Deliver Me From Nowhere, 2025 (Film still)

Deliver Me From Nowhere: Odessa Young Steps Into Bruce Country

by · AnOther

Odessa Young captivates as a young mother whose quiet strength grounds Scott Cooper’s intimate Bruce Springsteen biopic

There are some actors you see up on screen for the first time and know right away you’d follow them anywhere, and Odessa Young is one such performer. The Sydney-born star was beguiling opposite Elisabeth Moss in Shirley, Josephine Decker’s erotically charged psychodrama about the writer Shirley Jackson, electric in Sam Levinson’s lurid teen satire Assassination Nation, and heartbreaking in Justin Kurzel’s tragic WWII-set romantic drama The Narrow Road to the Deep North, released this year.

In Springsteen: Deliver Me From Nowhere, Scott Cooper’s rousing rock biopic starring Jeremy Allen White as Bruce Springsteen, she excels once again in a role that might easily have toppled into romantic-interest cliche. Cooper’s film takes a striking approach to the Boss’s story, zooming in on a dark chapter leading to the creation of Nebraska, one of his bleakest but most enduring works. Under pressure from his label who sense that his star is about to go supernova, the musician retreats to his hometown of Long Branch, New Jersey, where the past catches up with him as he slides into a deep depressive funk. “I’m searching for something real in all of the noise,” he says in a trailer-ready moment from the film, and that’s exactly what he finds in Faye (Young), a young single mum and waitress living at home with her mother. Ironically, her character in the film is a “composite”, drawn from several women in the musician’s life.

A self-confessed Springsteen superfan – she tells me his face was iced on to her 16th birthday cake – Young seized on the chance to audition for the role, sending Cooper a self-tape that she later decided she was “deeply unhappy” with. “I was feeling incredibly anxious and depressed,” says the actor, who discovered Bruce’s work through her father, a musician, and describes his music as a “lifeline” through various moments in her life. “I felt I wanted to get out of New York, and I found this converted schoolbus [to stay in], in someone’s backyard in rural New Jersey. Kind of in Bruce country. And I felt like I wanted to be there, because I just had this feeling. So I went and wrote Scott this letter, kind of fully pretending that I hadn’t gone there for the film. It just felt like something I needed to do.”
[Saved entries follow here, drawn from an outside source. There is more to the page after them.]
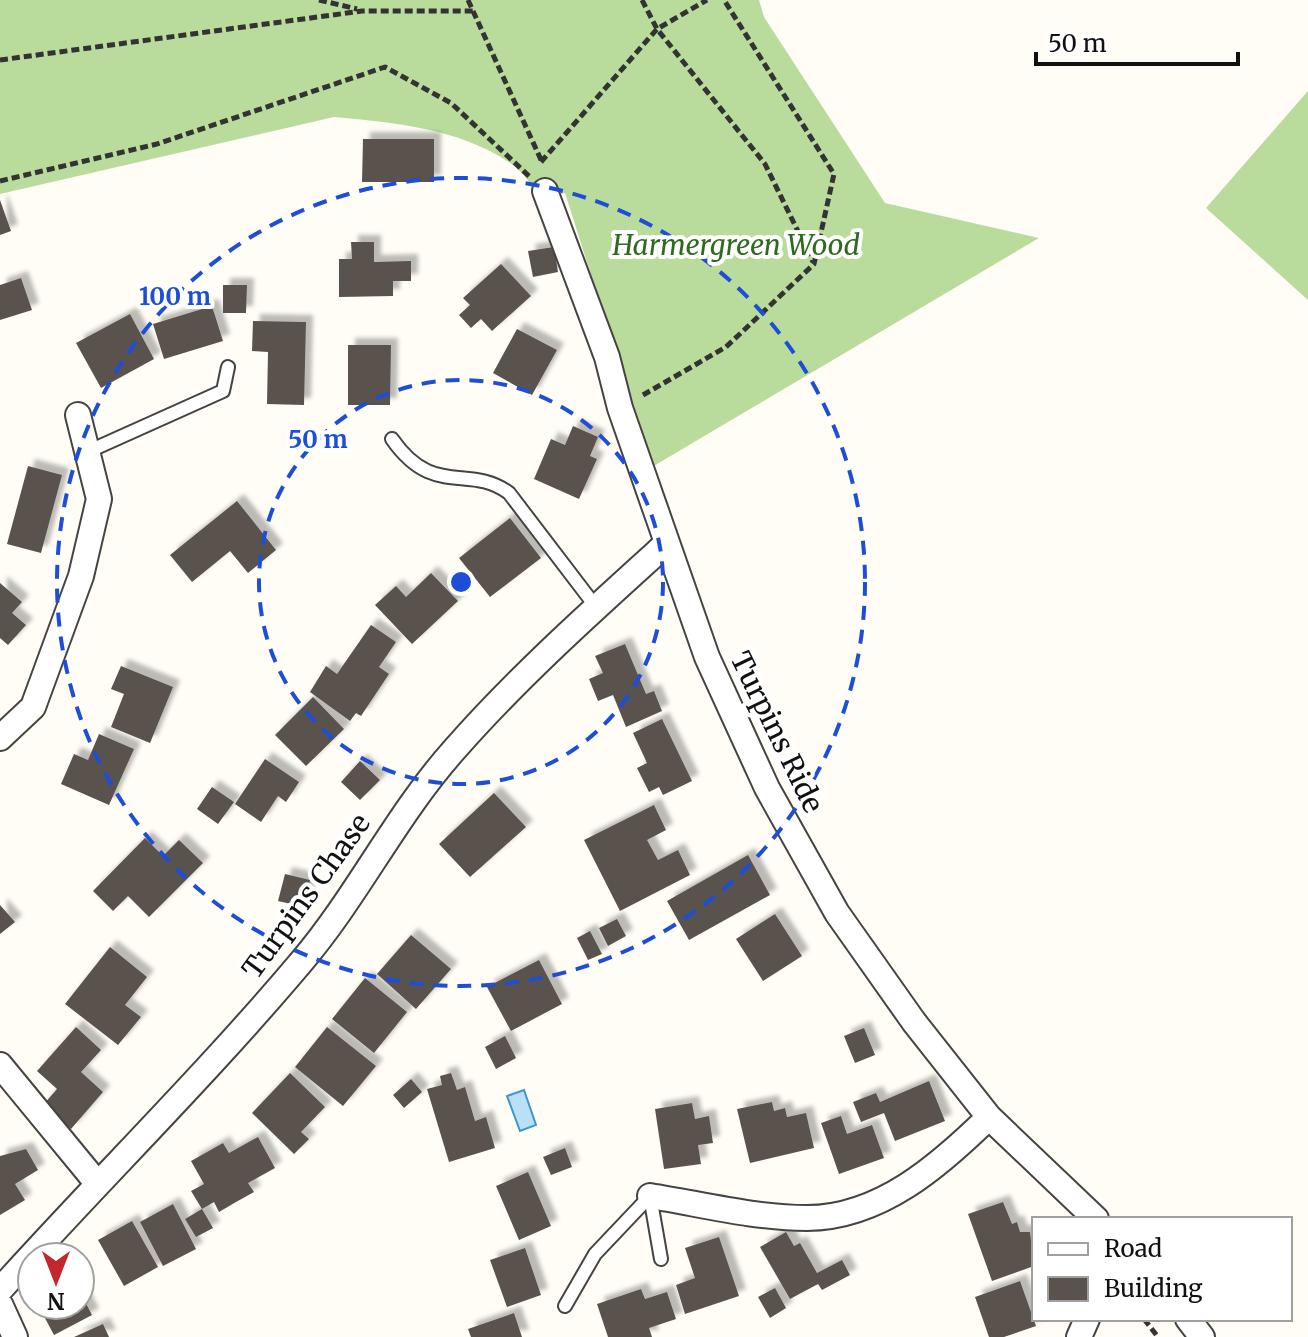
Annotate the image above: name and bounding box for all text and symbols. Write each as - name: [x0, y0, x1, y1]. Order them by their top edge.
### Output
- scale bar: [1036, 16, 1238, 66]
- text: 50 m: [1048, 28, 1107, 59]
- park label: Harmergreen Wood: [611, 227, 860, 263]
- text: 100 m: [139, 281, 211, 312]
- text: 50 m: [288, 424, 348, 455]
- centre of rings: [447, 568, 475, 596]
- street label: Turpins Ride: [722, 646, 832, 818]
- street label: Turpins Chase: [234, 807, 378, 985]
- legend: [1032, 1217, 1292, 1321]
- text: Road: [1104, 1233, 1162, 1264]
- north arrow: [16, 1241, 96, 1321]
- text: Building: [1104, 1273, 1203, 1304]
- text: N: [47, 1287, 65, 1315]

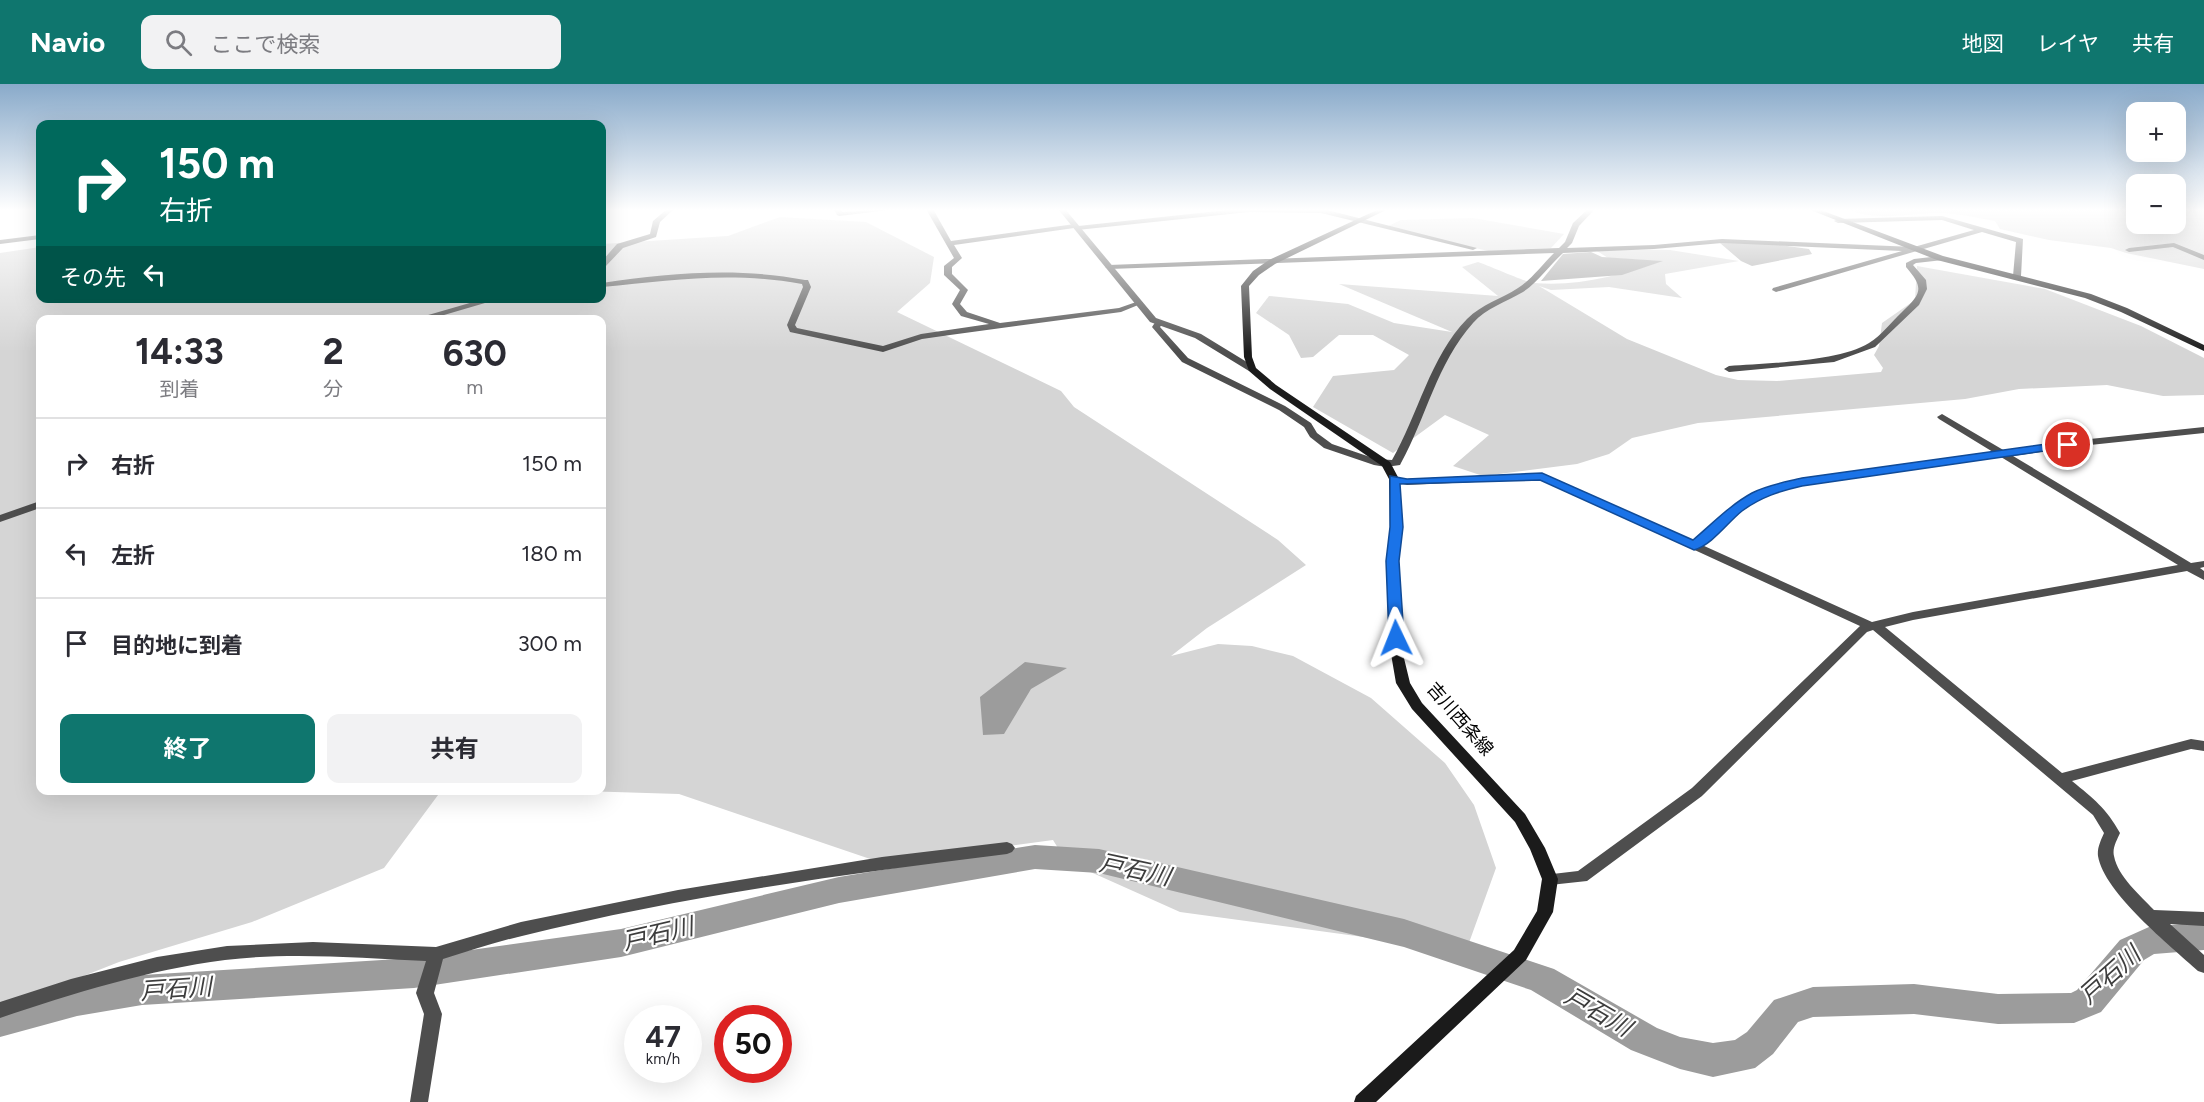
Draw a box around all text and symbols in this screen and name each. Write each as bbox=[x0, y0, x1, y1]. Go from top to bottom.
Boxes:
search box bbox=[141, 15, 561, 69]
text: Navio bbox=[30, 25, 105, 59]
icon: search bbox=[162, 26, 195, 59]
text: ここで検索 bbox=[210, 31, 320, 58]
text: 地図 bbox=[1962, 31, 2004, 56]
text: レイヤ bbox=[2037, 31, 2099, 56]
text: 共有 bbox=[2132, 31, 2174, 56]
map controls bbox=[2126, 102, 2186, 234]
button: + bbox=[2126, 102, 2186, 162]
text: 150 m bbox=[159, 138, 275, 189]
icon: right bbox=[60, 144, 138, 222]
button: − bbox=[2126, 174, 2186, 234]
text: 右折 bbox=[159, 194, 213, 227]
icon: left bbox=[138, 258, 171, 291]
text: その先 bbox=[60, 264, 126, 291]
text: 14:33 bbox=[135, 330, 224, 373]
text: 2 bbox=[323, 330, 344, 373]
text: 630 bbox=[443, 332, 507, 375]
text: m bbox=[466, 375, 483, 399]
text: 到着 bbox=[159, 377, 199, 401]
text: 分 bbox=[323, 377, 343, 401]
pin bbox=[2042, 419, 2093, 470]
icon: arrive bbox=[2051, 428, 2084, 461]
icon: right bbox=[60, 447, 93, 480]
text: 150 m bbox=[522, 450, 582, 477]
text: 右折 bbox=[111, 452, 155, 479]
icon: left bbox=[60, 537, 93, 570]
text: 180 m bbox=[521, 540, 582, 567]
text: 左折 bbox=[111, 542, 155, 569]
position arrow bbox=[1364, 606, 1428, 670]
icon: arrive bbox=[60, 627, 93, 660]
text: 300 m bbox=[518, 630, 582, 657]
text: 目的地に到着 bbox=[111, 632, 243, 659]
street label: 吉川西条線 bbox=[1422, 678, 1498, 760]
button: 終了 bbox=[60, 714, 315, 783]
button: 共有 bbox=[327, 714, 582, 783]
water label: 戸石川 bbox=[1097, 848, 1176, 892]
water label: 戸石川 bbox=[620, 911, 699, 956]
water label: 戸石川 bbox=[2073, 938, 2148, 1009]
water label: 戸石川 bbox=[139, 971, 216, 1005]
water label: 戸石川 bbox=[1560, 981, 1639, 1044]
speed limit sign: 50 bbox=[714, 1005, 792, 1083]
text: 47 bbox=[645, 1018, 681, 1055]
text: km/h bbox=[646, 1050, 680, 1068]

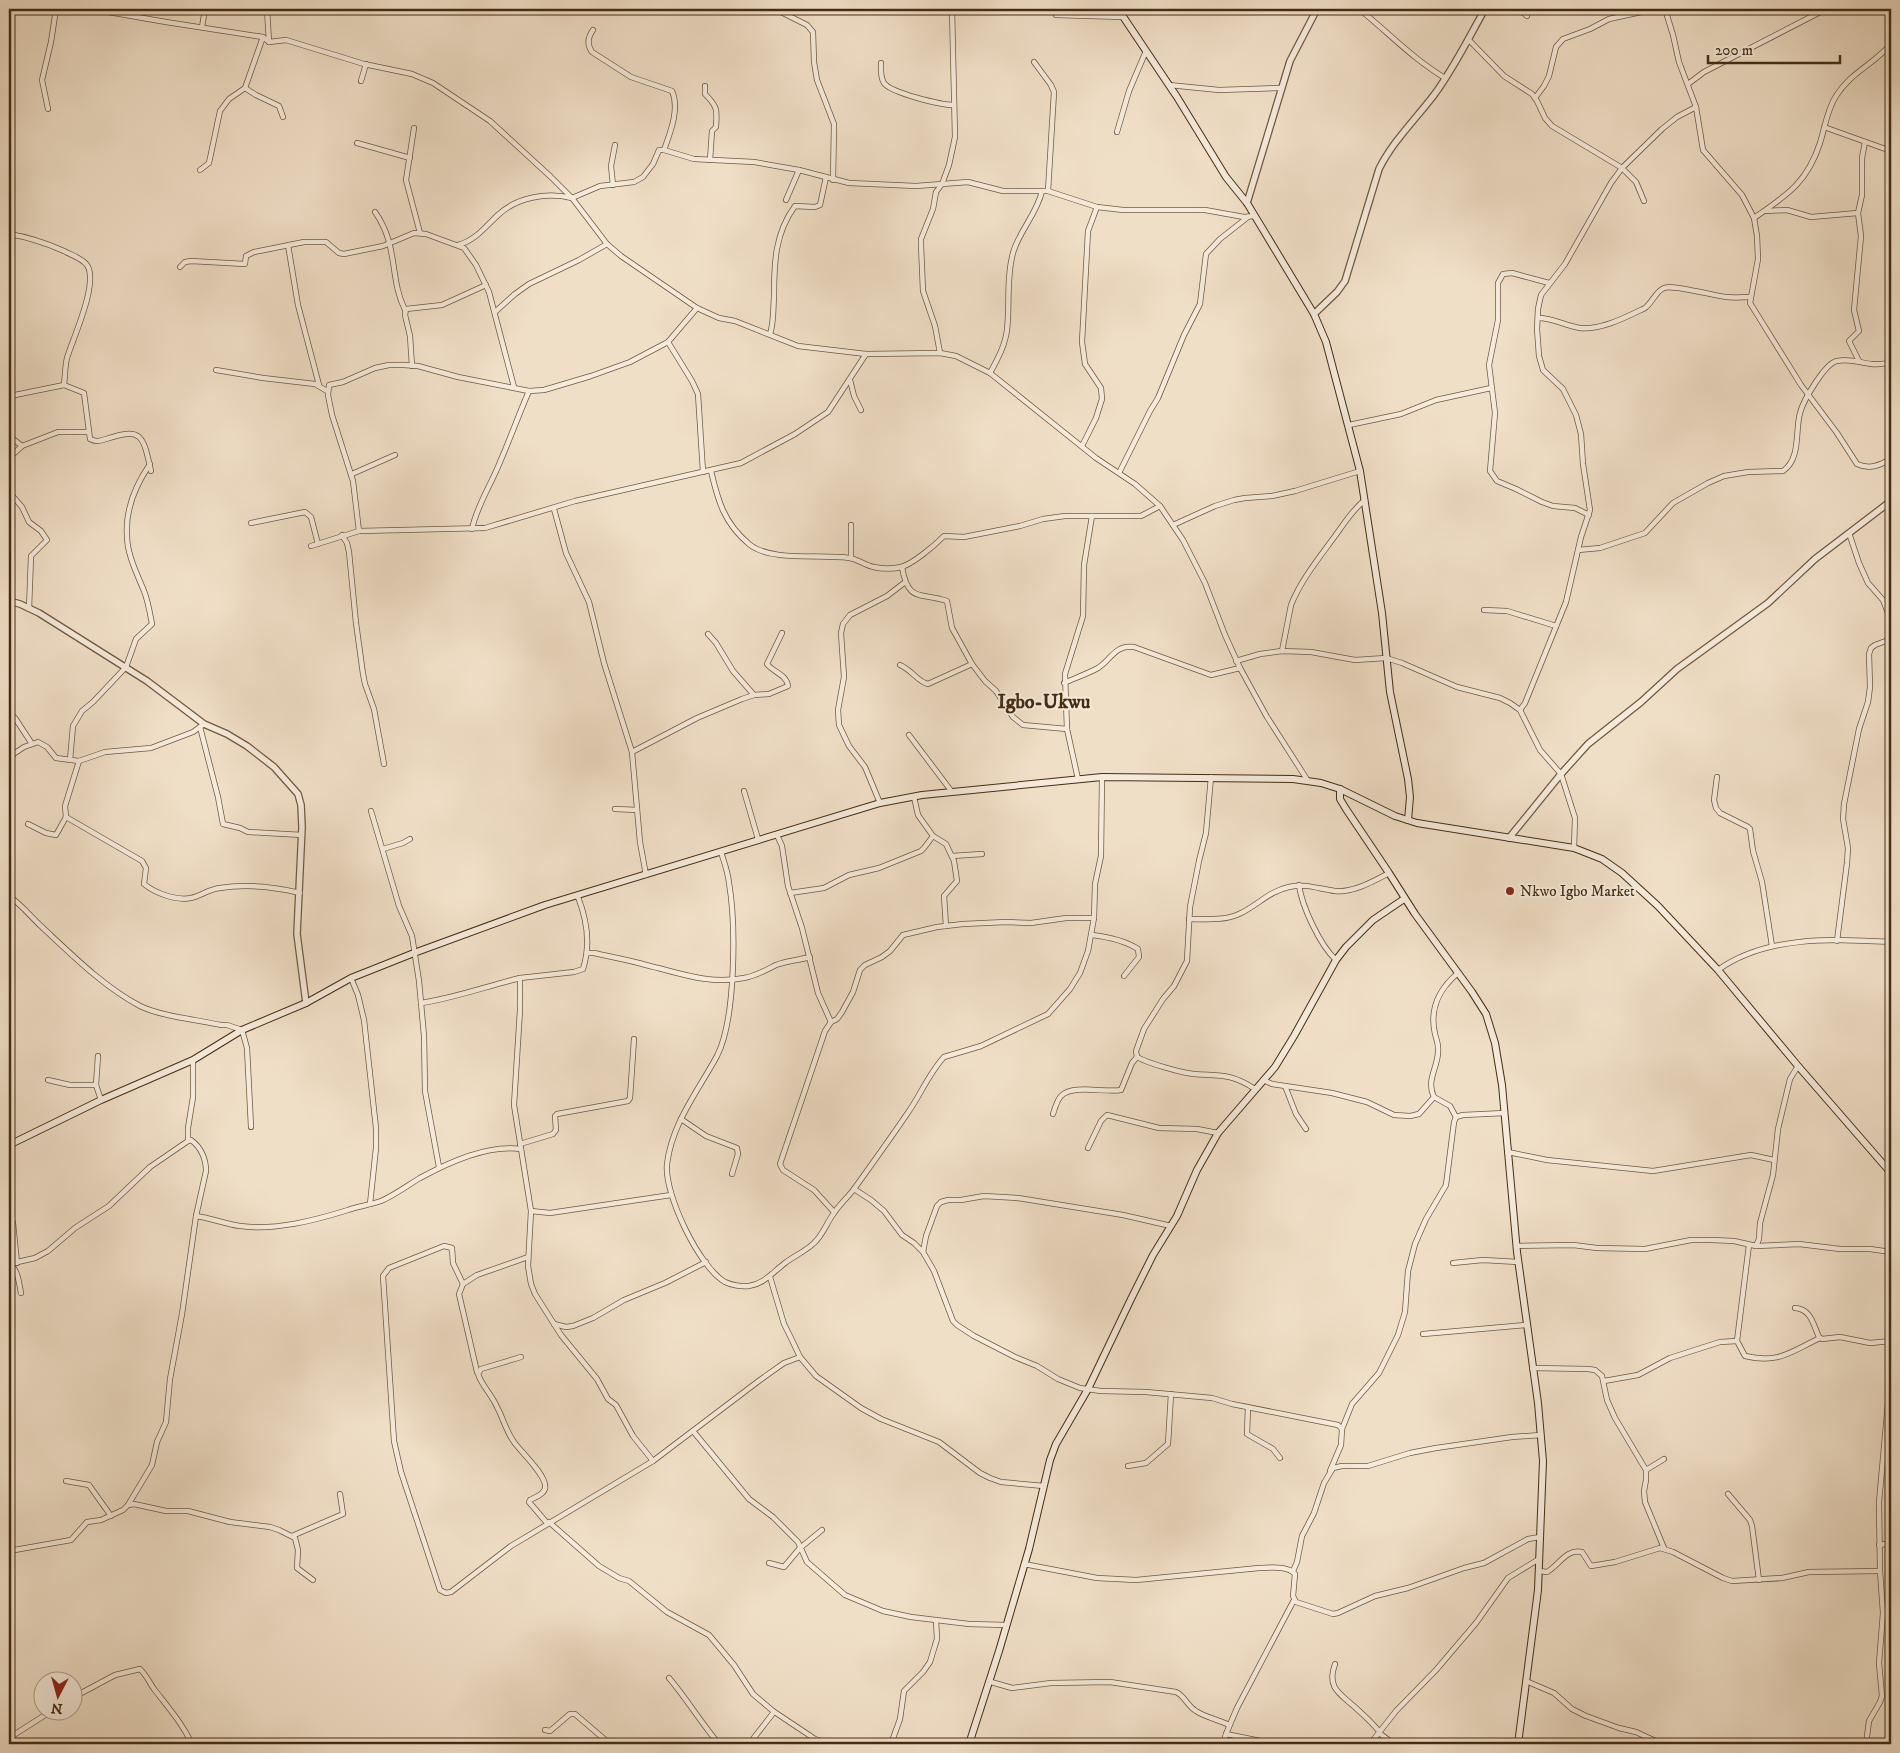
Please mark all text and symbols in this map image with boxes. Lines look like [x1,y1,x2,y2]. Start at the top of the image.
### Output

Whatever she wrote, it worked: when Young found out she’d landed the role, she called up her dad to share the news, having kept it under wraps till now for fear of breaking his heart: “I remember asking him, ‘Do you know the director, Scott Cooper?’ And he was like, ‘Oh yeah, Crazy Heart, right?’ ‘Well, he’s making a Bruce Springsteen biopic.’ And my dad was like, ‘Oh yeah? That’s great, incredible. So what else is going on then?’ Like, he thought the fact there was a film being made was the news. And then I said, ‘Well, I’m gonna be in it.’ And there was this prolonged silence. It was a great call to make.”

Deliver Me From Nowhere, 2025 (Film still)

There were no chemistry reads for the role, with Young meeting Allen White just once at a film screening before being asked to jump into bed for a postcoital scene on her first day on set. “I was like, ‘Excuse me?!’,” laughs Young, “so I went in and did a terrible take, obviously. It was such a weird place to jump in: like, OK, great we just had sex last night, now I’ve gotta put together the pieces in the moment of where my character is supposed to be, without any kind of rehearsal or whatever. But it was interesting jumping in like that as well.”

Young says she “barely remembers” her first meeting with the real-life Boss, at the same screening where she met Allen White, because she was so nervous. “I just did, like, straight-up dad jokes at him,” she laughs, “but he was obviously just so lovely and the ultimate gentleman.” Later, when Springsteen was on set for a scene at a diner where Faye delivers some difficult home truths, he took her to one side during a break in filming. “He told me how happy he was with the scene, and that this was something that really happened to him – that someone really did have this conversation with him where they’d taken him to task,” says Young, who gets a great line in the scene reminding Springsteen that she and her daughter are flesh-and-blood people, not characters from one of his songs. “It was so nice to hear him be appreciative about what I was doing, because that moment was real.”

Deliver Me From Nowhere is out in cinemas today.